Each and every intellectual property issue is unique, and must be carefully considered with regard to its specific circumstances. When students or supervisors are trying to determine their intellectual property rights, they must, at a minimum, consider the following:

  1. Athabasca University policies and procedures (the “AU Policies and Procedures”);
  2. Regulations and professional codes of conduct governing the practice of their academic discipline;
  3. Intellectual property law; and
  4. Third party agreements.

It is the responsibility of every student and supervisor to be aware of his or her applicable rights and restrictions under each of the above listed resources, and to ensure that his or her research is conducted in accordance with the requirements stipulated therein.

The Faculty of Graduate Studies strongly recommends that consideration and discussion between the student and their supervisor occurs before work begins on the thesis/dissertation or other research projects. Clear expectations respecting ownership of intellectual property rights should be clearly established.

Athabasca University (the “AU”) has policies that deal at length with specific aspects of intellectual property and the conduct of research. These policies can be obtained through the AU’s Office of the University Secretariat website or from your graduate department.


The intent of this page is to identify and provide clarification on common issues associated with intellectual property that can arise between students and their supervisors during the students’ graduate education at AU. The information provided herein is directed towards: 1) graduate students, 2) faculty members who may be the graduate students’ supervisors for academic work, and 3) faculty members who may be the graduate students’ employers on a research project. These guidelines are provided to help students and supervisors determine their ownership rights to intellectual property created while attending AU. The term “thesis” is used herein to refer to both a master’s thesis and a doctoral dissertation (see Appendix A for definitions of terms used in this document).

Appendix A: Definitions

Authorship: Work that has been performed by the individual or which they have substantially contributed.

Intellectual Property: Intellectual property refers to intangible creations of the mind, such as: inventions, literary and artistic works and symbols, names and images.

Copyright: the exclusive right or monopoly of the creator, or subsequent copyright holder to reproduce a work, and to prevent others from making copies of the protected work for a specified time.

Creative Commons: a nonprofit organization that enables the sharing and use of creativity and knowledge through free legal tools.

DTheses repository: a repository that graduate students submit their thesis or dissertation electronically to, which is dedicated to collecting, storing, preserving, and making accessible digital versions of the theses and dissertations produced by AU graduate students.

Invention: means a solution to a specific problem in the field of technology and includes: machines, products, or processes.

Patent: is a temporary, limited legal right granted to an inventor by a government to prevent others from manufacturing, selling, licensing or using the inventor’s invention.

Research Funding Agreement: means a written agreement entered into to provide or receive funding to facilitate research.

Supervisor: refers to a student’s thesis or project supervisor or co-supervisor, or someone for whom the student has been hired to conduct research, as in an employee-employer relationship.

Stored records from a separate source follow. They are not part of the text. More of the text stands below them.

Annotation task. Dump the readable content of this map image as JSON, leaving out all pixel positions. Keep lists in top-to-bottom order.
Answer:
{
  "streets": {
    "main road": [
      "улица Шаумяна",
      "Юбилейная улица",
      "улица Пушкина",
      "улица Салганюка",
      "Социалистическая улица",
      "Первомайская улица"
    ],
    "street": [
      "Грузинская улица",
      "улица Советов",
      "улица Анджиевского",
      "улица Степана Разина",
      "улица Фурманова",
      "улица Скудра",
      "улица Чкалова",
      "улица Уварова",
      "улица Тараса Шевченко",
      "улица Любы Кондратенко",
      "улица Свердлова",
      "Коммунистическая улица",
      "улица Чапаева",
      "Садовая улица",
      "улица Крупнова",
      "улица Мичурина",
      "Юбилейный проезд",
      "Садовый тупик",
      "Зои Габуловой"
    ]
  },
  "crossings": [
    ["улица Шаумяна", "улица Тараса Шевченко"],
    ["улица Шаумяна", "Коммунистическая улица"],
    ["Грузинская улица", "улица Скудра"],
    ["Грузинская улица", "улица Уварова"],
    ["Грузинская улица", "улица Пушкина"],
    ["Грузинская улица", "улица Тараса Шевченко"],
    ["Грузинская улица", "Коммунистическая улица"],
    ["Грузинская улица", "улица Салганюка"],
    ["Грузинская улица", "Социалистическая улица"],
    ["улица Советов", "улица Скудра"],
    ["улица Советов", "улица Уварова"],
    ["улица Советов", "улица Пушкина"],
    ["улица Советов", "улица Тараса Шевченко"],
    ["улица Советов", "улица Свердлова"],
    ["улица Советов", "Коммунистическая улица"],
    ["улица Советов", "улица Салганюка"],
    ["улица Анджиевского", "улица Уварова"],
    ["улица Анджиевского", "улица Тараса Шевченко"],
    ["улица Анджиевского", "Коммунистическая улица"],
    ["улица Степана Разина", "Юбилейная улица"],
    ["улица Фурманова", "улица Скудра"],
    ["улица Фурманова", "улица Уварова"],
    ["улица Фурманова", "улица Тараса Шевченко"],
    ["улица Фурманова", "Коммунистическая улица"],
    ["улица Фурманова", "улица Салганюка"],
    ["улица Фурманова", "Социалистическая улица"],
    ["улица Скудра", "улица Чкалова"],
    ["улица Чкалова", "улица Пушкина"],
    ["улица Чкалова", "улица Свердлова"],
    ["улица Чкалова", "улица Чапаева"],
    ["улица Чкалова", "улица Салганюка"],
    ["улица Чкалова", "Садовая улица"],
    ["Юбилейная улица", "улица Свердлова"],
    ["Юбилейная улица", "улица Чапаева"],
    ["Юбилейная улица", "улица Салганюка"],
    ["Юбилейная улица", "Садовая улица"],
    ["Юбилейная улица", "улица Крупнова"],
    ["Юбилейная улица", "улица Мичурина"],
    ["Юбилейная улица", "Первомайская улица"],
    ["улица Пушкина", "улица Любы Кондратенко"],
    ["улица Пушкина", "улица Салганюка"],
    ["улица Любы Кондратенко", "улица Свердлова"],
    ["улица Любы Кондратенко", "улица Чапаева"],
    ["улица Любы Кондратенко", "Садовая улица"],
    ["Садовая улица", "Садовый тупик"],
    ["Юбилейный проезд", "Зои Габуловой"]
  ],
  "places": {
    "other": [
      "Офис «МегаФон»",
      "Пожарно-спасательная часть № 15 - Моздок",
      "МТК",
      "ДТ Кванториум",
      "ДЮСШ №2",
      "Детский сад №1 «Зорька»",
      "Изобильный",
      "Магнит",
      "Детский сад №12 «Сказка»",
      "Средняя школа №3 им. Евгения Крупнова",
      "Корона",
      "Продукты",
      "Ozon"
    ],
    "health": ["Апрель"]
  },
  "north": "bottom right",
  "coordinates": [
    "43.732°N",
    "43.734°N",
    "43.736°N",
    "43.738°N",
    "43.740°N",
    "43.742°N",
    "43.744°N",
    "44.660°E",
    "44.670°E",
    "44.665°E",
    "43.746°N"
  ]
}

This person may or may not be an AU faculty member.

Appendix B: Sample Letter of Understanding between the Graduate Student and the Supervisor regarding intellectual property


The purpose of this letter of understanding is to confirm our conversation regarding my expectations of our roles in possible publication and ownership of any of the intellectual property that is developed as a result of our work together. It should prevent any misunderstandings that might otherwise arise. Read this carefully, then sign one of the copies and return it to me.

Based on our discussion, here are the details of your position, our relationship, and the possible intellectual property outcomes.
[details of TAs, RAs, employee/employer; supervisor/student, etc.]

It is important that you publish the relevant results of your research from your thesis or dissertation. This will be done under our joint authorship,
[using discipline norms for the order of names].

Publication is important for many reasons. If there are any manuscripts that are under review by a publisher when you graduate, you will have one calendar year to deliver to me a draft manuscript. If, at the end of that time, you have not produced a manuscript, I will produce the paper, but as a senior author.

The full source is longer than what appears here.